THE TASK: Select every line containing the word "drop" from the material, and copy those lines.

##### PROVIDED MATERIAL

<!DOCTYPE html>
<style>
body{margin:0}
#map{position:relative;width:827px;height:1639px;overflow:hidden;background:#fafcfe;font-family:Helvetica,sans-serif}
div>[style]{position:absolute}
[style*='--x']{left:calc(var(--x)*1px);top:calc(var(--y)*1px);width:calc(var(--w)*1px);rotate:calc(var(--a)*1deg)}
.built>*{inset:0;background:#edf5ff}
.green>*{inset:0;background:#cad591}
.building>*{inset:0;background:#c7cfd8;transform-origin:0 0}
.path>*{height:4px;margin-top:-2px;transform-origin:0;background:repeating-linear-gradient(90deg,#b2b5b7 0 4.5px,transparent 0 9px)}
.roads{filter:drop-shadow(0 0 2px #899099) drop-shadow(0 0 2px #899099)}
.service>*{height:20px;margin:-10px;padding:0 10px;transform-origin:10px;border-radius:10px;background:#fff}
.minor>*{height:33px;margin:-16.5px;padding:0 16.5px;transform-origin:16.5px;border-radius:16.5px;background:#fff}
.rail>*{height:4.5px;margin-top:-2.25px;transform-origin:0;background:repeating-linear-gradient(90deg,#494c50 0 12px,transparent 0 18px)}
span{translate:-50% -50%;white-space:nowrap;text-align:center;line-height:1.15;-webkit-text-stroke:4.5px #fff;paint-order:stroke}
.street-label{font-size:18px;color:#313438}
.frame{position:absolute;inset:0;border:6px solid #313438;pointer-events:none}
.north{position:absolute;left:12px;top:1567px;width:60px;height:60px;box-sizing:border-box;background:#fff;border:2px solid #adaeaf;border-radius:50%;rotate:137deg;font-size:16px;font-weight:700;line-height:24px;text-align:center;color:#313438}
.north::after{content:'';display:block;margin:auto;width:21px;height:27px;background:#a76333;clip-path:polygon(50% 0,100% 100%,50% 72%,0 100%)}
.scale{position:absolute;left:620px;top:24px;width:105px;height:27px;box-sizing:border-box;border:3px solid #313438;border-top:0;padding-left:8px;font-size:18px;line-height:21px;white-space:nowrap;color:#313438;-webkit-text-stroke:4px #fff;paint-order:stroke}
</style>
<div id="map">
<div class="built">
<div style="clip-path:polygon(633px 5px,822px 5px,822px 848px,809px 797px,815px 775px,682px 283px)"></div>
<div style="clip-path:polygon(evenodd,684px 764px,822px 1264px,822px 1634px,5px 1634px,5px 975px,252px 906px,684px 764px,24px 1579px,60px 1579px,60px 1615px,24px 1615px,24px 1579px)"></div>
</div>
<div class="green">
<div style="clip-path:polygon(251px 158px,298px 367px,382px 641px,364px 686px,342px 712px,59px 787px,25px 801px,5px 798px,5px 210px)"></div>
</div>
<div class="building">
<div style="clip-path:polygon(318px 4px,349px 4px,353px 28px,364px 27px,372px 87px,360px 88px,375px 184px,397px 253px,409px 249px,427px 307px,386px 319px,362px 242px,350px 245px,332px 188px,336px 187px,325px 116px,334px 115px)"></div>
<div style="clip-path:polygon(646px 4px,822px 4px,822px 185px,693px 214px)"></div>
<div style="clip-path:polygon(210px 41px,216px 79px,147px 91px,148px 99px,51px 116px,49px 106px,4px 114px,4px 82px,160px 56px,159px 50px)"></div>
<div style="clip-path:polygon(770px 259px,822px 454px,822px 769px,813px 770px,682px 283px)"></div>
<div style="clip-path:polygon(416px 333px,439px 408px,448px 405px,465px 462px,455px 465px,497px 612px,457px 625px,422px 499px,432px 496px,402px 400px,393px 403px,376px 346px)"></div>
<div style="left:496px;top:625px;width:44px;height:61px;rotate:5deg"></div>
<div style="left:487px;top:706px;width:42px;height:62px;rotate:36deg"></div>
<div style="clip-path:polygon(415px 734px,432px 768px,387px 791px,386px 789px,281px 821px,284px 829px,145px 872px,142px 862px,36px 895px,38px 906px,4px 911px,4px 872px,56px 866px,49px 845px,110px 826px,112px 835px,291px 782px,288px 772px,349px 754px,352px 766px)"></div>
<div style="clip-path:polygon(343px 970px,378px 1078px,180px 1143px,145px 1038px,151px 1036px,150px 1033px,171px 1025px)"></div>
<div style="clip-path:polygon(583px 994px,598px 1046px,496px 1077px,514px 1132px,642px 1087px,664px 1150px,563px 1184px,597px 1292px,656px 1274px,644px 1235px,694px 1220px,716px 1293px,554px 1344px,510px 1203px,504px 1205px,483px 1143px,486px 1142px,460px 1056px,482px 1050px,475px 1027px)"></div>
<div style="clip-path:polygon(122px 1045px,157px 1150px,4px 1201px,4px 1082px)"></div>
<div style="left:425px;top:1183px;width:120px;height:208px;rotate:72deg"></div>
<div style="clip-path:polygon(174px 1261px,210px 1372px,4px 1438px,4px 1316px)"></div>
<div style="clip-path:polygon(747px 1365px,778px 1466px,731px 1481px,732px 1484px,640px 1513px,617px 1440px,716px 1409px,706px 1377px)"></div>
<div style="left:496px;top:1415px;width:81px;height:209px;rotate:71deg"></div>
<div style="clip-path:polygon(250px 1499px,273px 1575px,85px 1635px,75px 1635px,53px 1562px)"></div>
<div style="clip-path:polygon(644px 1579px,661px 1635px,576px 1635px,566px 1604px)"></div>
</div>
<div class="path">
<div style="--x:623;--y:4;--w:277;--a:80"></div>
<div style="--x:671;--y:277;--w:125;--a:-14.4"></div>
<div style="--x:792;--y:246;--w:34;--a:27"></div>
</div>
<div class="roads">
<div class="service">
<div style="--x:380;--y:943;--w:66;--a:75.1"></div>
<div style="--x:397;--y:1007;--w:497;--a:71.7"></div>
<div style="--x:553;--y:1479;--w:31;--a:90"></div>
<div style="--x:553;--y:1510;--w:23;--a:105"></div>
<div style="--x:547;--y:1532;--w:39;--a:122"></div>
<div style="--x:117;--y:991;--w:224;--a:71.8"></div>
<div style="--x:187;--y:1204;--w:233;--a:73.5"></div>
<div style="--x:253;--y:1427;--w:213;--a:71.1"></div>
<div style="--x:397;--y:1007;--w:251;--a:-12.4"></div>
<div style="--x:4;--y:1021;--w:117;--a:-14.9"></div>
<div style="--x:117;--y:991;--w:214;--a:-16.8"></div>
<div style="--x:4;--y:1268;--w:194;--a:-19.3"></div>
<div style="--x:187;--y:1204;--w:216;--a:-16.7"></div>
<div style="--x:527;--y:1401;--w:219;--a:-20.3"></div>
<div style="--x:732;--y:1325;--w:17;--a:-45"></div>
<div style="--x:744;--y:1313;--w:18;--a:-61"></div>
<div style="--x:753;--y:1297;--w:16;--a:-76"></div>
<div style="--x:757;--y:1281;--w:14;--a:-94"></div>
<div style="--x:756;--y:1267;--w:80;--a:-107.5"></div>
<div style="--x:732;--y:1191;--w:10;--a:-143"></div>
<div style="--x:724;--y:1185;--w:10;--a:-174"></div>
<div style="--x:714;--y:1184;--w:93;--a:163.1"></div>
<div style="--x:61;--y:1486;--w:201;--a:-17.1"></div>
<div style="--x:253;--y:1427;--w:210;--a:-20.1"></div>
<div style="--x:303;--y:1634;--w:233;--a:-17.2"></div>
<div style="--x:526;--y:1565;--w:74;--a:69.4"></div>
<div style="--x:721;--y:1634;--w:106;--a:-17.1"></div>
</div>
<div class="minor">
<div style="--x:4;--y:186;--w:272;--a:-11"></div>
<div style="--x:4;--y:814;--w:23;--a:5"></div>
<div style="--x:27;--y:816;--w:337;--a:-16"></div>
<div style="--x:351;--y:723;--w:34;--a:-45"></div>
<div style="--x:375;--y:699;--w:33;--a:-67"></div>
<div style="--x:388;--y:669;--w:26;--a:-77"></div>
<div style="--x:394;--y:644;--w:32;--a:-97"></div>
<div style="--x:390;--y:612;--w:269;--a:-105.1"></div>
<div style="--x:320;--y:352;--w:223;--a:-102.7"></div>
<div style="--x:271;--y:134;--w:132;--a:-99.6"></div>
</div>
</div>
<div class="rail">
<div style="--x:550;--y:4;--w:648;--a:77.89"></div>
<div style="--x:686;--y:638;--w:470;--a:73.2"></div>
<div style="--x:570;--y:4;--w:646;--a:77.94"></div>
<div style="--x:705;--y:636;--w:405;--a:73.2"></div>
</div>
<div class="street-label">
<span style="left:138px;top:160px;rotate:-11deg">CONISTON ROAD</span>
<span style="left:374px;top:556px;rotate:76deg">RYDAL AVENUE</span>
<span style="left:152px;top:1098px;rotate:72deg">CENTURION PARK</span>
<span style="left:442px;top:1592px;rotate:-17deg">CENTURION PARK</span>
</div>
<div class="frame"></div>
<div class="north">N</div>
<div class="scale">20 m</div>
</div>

##########
##### PROVIDED MATERIAL

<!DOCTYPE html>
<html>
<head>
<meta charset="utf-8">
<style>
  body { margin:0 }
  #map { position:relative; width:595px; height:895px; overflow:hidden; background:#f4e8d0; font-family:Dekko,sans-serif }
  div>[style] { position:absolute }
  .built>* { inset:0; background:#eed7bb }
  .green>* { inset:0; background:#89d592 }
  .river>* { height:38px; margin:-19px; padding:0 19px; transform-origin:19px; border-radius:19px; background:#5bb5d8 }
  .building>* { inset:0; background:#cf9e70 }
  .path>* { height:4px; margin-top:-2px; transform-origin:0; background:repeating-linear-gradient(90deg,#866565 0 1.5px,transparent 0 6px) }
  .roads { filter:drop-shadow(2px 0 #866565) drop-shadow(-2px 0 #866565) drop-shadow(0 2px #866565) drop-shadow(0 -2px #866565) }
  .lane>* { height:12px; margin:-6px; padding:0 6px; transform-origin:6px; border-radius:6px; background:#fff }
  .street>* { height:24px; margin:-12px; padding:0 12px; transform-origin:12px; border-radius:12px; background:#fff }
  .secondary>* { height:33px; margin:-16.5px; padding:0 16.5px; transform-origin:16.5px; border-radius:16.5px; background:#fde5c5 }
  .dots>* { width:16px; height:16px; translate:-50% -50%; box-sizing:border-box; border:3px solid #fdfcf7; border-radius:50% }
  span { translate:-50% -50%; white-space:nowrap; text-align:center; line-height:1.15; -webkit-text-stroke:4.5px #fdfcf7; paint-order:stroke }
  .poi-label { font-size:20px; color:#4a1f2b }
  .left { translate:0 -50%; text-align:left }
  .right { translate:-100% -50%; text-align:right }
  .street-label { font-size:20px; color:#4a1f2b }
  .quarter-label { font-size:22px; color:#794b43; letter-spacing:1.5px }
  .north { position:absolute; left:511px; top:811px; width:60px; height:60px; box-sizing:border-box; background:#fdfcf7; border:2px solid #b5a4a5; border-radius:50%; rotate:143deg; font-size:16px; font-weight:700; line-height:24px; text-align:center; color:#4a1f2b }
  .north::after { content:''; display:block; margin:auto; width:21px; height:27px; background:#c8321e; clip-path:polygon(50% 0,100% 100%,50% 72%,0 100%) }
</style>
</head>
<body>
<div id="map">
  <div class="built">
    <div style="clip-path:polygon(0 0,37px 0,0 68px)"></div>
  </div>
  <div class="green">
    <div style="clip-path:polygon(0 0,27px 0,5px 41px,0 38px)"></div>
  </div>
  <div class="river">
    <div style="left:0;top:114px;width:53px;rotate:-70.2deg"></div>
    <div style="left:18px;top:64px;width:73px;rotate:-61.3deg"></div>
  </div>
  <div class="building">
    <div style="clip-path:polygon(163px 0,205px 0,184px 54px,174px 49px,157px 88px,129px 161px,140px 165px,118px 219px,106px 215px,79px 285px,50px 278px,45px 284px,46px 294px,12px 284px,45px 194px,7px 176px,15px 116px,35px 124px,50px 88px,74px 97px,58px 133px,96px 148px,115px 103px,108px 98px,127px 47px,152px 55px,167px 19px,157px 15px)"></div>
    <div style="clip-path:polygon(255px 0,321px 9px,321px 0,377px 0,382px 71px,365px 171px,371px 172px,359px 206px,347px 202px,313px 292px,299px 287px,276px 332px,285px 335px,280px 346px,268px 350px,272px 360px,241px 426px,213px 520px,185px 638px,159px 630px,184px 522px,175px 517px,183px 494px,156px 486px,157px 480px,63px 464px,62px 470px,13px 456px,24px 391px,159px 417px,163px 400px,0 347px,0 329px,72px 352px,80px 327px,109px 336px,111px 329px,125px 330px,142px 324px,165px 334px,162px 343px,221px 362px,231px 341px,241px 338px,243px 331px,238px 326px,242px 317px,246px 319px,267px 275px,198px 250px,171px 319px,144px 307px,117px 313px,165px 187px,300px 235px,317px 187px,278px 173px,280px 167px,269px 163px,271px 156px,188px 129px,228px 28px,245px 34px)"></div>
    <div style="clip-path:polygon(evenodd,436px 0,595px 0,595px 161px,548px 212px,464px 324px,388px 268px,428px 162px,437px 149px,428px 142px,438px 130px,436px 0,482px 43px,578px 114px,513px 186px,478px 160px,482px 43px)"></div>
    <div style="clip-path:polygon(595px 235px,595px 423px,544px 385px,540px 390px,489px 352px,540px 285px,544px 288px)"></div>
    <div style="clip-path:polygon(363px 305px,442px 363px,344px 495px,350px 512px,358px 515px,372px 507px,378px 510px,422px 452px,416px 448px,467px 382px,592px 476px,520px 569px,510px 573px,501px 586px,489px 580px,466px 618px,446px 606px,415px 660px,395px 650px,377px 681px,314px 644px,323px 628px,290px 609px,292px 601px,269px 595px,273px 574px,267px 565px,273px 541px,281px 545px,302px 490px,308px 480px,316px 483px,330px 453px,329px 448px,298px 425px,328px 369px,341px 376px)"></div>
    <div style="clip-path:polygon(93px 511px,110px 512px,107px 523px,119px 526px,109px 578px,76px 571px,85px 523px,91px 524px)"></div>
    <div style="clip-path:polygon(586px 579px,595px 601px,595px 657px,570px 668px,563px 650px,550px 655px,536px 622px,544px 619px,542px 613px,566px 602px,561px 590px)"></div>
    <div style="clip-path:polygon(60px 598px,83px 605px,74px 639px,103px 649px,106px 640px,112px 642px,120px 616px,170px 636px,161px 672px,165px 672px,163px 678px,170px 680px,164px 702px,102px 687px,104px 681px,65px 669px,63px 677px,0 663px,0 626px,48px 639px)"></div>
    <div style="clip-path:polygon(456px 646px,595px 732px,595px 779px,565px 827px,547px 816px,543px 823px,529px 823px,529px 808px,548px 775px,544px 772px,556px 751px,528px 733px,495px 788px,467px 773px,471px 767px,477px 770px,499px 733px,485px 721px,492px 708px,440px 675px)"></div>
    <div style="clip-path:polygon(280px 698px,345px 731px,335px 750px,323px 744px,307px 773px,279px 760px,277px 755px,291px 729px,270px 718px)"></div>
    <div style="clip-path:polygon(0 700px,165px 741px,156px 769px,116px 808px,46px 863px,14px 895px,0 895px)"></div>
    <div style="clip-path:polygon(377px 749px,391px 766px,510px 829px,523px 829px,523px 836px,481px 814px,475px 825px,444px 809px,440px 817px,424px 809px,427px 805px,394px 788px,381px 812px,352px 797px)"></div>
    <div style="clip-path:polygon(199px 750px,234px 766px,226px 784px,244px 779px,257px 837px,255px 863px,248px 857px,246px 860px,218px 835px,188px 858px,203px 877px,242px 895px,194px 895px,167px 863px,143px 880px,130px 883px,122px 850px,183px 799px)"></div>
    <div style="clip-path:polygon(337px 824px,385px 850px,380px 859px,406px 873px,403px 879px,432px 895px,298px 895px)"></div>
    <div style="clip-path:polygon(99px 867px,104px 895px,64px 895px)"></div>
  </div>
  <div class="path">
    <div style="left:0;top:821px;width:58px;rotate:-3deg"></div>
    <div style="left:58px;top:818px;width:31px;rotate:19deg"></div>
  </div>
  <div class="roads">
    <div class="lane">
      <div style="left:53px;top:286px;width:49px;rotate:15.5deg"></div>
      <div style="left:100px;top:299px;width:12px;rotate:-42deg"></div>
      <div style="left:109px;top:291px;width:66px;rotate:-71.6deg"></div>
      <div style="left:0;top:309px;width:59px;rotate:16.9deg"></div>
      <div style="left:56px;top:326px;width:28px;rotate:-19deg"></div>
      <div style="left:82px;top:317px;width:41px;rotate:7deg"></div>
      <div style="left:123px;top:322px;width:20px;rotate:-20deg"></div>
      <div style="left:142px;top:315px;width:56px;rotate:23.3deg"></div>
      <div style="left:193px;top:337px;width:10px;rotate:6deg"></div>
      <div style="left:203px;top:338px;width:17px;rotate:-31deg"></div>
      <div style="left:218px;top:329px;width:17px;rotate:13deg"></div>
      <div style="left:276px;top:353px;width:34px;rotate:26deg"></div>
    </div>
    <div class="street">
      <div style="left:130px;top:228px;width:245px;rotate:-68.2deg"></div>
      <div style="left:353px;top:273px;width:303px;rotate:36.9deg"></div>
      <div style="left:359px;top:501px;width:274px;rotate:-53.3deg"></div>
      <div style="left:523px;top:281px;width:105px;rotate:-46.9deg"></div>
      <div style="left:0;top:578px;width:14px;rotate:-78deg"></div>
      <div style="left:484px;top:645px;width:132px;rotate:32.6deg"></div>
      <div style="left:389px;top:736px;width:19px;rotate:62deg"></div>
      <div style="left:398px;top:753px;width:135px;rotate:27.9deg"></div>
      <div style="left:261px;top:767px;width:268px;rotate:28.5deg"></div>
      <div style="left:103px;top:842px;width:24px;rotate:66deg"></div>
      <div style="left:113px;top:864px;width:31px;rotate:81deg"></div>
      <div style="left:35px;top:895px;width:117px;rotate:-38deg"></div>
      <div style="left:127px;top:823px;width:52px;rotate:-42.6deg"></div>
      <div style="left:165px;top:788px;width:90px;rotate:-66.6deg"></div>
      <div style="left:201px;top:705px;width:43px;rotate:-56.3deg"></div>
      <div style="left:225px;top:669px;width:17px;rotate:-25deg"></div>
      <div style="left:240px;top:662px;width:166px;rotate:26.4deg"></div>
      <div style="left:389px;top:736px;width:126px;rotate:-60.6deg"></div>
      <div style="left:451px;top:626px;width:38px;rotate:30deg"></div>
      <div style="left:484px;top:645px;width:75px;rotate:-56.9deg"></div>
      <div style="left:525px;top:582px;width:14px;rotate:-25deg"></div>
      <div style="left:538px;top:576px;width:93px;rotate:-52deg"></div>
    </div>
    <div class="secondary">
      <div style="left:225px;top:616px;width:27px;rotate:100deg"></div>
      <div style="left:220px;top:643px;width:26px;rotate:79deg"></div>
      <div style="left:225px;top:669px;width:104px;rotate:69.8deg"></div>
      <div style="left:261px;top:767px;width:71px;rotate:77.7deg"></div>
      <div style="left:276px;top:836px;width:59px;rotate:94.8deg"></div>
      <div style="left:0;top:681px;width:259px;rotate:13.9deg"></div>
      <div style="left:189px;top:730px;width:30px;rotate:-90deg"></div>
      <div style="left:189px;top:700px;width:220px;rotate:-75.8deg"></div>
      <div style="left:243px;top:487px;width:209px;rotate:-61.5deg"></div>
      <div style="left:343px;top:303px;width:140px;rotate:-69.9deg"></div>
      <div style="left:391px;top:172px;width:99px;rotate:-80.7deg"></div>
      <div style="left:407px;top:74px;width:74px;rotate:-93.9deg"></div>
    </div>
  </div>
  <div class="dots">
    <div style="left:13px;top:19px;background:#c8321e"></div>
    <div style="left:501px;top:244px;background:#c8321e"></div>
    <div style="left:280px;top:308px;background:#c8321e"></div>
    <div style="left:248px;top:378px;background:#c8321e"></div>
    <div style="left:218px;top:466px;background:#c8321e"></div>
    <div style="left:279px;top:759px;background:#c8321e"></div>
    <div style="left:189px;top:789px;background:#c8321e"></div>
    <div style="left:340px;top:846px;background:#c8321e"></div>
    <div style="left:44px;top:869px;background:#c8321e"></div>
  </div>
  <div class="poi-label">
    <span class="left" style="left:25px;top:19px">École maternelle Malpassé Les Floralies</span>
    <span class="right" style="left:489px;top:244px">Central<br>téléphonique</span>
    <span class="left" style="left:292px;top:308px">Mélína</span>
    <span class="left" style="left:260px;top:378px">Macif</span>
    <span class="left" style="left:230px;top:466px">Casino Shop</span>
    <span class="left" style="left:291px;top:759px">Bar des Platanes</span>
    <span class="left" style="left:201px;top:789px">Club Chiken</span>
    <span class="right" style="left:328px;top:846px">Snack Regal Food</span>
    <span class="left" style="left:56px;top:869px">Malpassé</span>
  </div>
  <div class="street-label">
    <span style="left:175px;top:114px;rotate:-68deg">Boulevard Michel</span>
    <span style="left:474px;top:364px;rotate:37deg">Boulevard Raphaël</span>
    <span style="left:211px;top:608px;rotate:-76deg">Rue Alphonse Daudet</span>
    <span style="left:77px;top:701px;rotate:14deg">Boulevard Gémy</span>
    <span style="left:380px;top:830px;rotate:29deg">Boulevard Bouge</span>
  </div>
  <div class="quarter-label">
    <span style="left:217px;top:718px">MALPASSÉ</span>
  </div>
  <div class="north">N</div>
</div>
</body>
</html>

##########

OUTPUT BELOW:
.roads{filter:drop-shadow(0 0 2px #899099) drop-shadow(0 0 2px #899099)}
  .roads { filter:drop-shadow(2px 0 #866565) drop-shadow(-2px 0 #866565) drop-shadow(0 2px #866565) drop-shadow(0 -2px #866565) }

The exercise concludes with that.